**ASSIGNMENT:** Print the listing in its entirety and exactly, leaving out images.

**PROVIDED DATA:**
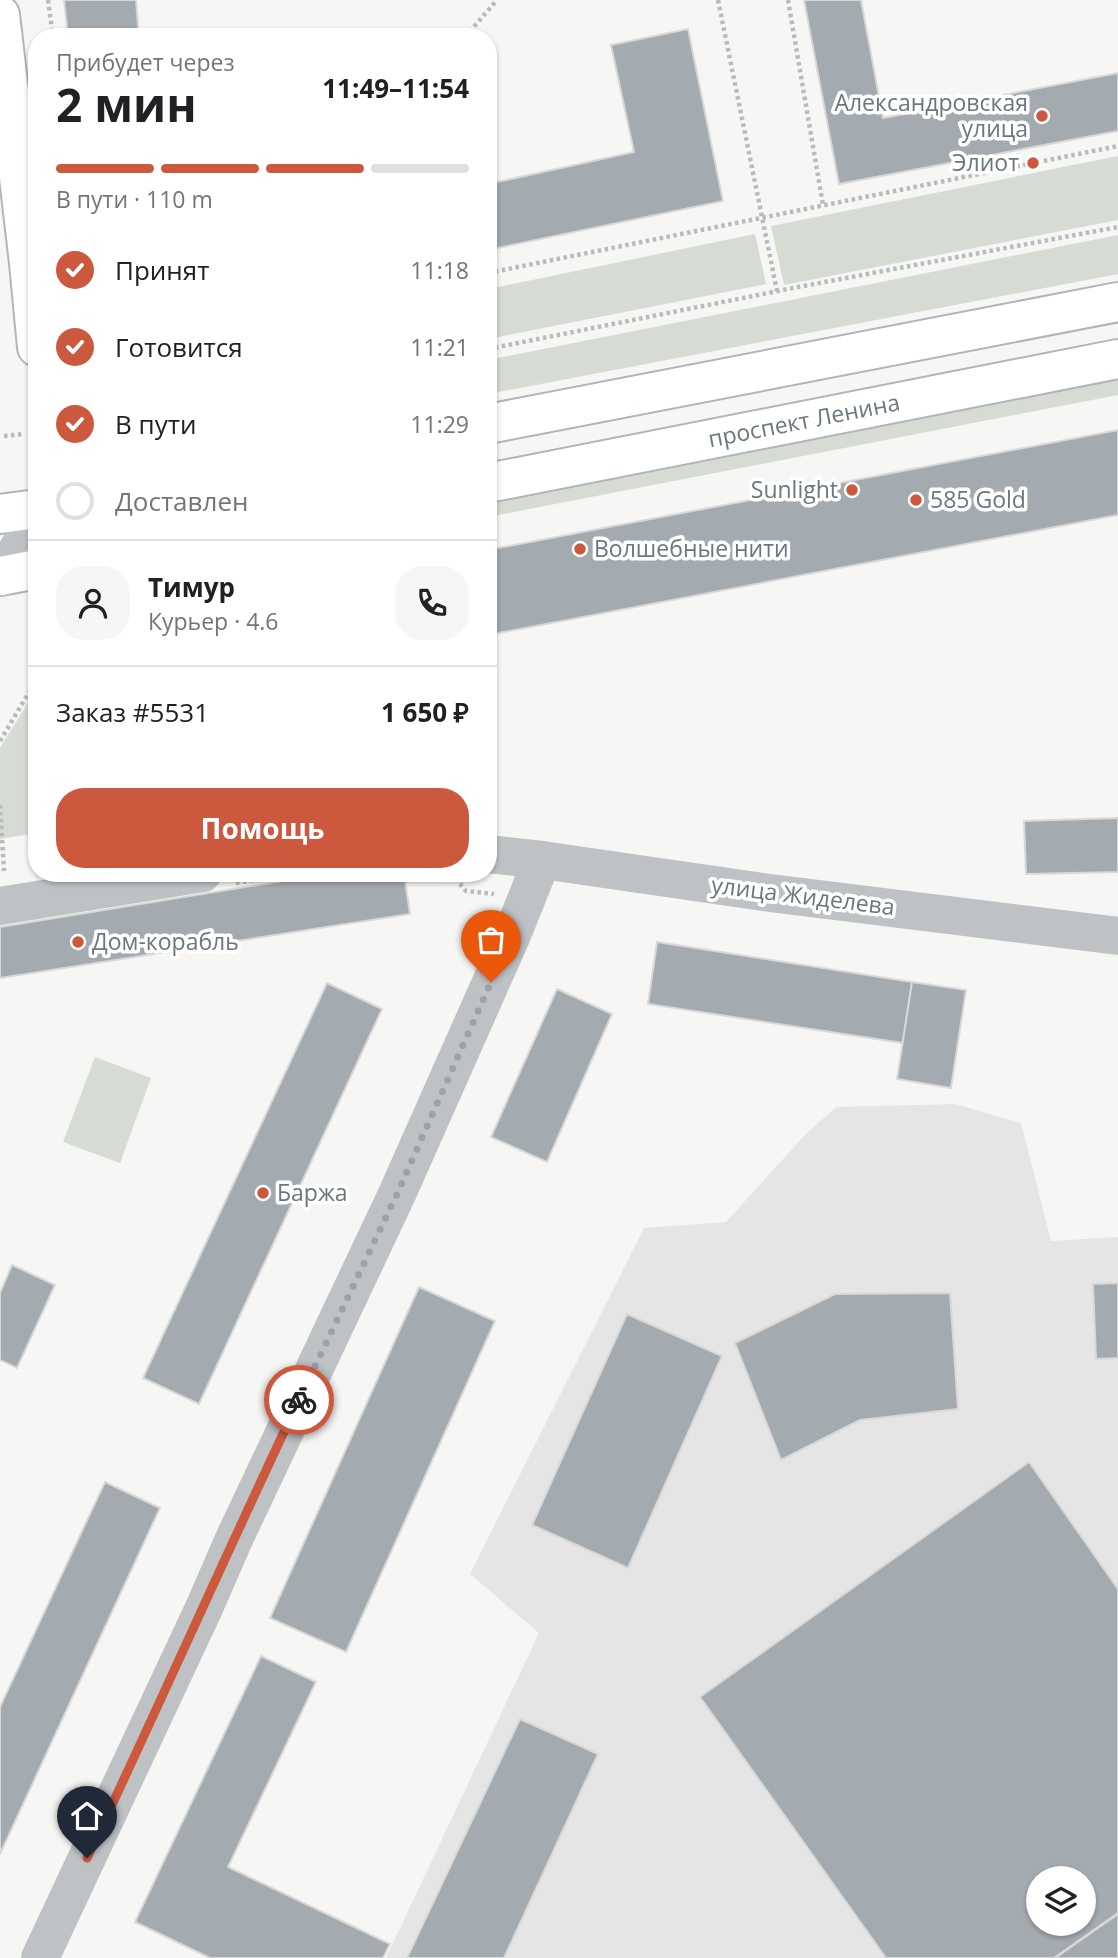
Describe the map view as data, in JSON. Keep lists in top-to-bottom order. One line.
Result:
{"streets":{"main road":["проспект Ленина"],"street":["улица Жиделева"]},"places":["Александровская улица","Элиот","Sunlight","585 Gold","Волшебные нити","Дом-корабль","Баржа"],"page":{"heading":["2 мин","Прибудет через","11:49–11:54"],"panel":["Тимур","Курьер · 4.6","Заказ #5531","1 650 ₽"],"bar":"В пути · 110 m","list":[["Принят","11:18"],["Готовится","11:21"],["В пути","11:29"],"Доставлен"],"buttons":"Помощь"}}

**WRITTEN RESPONSE:**
Describe the map view as data, in JSON. Keep lists in top-to-bottom order. One line.
Result:
{"streets":{"main road":["проспект Ленина"],"street":["улица Жиделева"]},"places":["Александровская улица","Элиот","Sunlight","585 Gold","Волшебные нити","Дом-корабль","Баржа"],"page":{"heading":["2 мин","Прибудет через","11:49–11:54"],"panel":["Тимур","Курьер · 4.6","Заказ #5531","1 650 ₽"],"bar":"В пути · 110 m","list":[["Принят","11:18"],["Готовится","11:21"],["В пути","11:29"],"Доставлен"],"buttons":"Помощь"}}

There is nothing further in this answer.